O Grupo de Atuação Especial de Combate ao Crime Organizado (Gaeco), do Ministério Público de São Paulo, denunciou quatro pessoas acusadas de monitorar a rotina do promotor de Justiça Lincoln Gakiya e do coordenador de unidades prisionais do oeste paulista, Roberto Medina. Segundo a investigação, o grupo atuava para o Primeiro Comando da Capital (PCC).
De acordo com o Ministério Público, cada denunciado tinha uma tarefa específica na coleta de informações: acompanhar a rotina e os locais de moradia das autoridades. Dois deles, ainda conforme o MP, faziam o contato com integrantes de outros núcleos da facção, e um estava negociando a compra de armamento — esse mesmo denunciado seria o mais cuidadoso em esconder conversas e negociações, com contato mais próximo dos níveis mais altos da organização.

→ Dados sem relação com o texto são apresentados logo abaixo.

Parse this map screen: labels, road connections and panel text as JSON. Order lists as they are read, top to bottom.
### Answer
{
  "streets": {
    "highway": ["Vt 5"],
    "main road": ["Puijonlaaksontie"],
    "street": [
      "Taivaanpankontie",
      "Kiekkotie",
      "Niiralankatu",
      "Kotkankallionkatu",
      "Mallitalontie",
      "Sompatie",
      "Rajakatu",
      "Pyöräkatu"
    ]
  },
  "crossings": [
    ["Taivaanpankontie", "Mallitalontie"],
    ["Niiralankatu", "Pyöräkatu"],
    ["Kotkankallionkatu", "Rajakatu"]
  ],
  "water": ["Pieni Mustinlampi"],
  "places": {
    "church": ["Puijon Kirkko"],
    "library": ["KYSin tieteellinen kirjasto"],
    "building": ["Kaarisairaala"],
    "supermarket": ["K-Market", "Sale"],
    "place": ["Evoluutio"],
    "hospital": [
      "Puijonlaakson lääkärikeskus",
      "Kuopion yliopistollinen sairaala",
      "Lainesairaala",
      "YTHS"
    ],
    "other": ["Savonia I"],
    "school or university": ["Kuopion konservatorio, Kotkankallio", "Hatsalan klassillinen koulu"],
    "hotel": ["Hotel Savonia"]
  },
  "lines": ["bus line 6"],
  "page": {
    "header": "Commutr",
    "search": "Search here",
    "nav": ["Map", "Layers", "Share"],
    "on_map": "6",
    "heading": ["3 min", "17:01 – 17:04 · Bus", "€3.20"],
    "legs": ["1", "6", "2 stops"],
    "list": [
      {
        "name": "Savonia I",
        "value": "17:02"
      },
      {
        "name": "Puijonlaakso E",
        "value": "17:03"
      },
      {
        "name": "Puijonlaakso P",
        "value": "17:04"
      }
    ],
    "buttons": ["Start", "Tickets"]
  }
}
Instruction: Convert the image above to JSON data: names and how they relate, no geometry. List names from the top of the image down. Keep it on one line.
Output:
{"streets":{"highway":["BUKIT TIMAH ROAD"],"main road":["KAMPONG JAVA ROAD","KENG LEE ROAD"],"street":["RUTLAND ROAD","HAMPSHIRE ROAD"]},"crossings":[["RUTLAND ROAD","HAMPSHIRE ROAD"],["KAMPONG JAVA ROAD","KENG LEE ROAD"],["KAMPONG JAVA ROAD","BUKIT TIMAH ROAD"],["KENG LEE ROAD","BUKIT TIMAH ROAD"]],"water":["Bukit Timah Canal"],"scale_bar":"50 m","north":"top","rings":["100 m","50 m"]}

O Ministério Público afirma que o grupo estava empenhado em adquirir armamento pesado, e as investigações apontaram tratativas para a compra de fuzis.
O que diz a denúncia
"Ficou claro que os denunciados, de forma coligada, atuaram no levantamento detalhado de rotinas/endereços/dados de autoridades públicas, com finalidade de repassar as informações para a 'Sintonia Restrita', setor da organização criminosa responsável pelo comando, coordenação e execução de ações de maior relevância estratégica do grupo, que efetivaria o atentado contra a vida das vítimas", diz a peça, assinada pelo promotor Juliano Carvalho Atoji.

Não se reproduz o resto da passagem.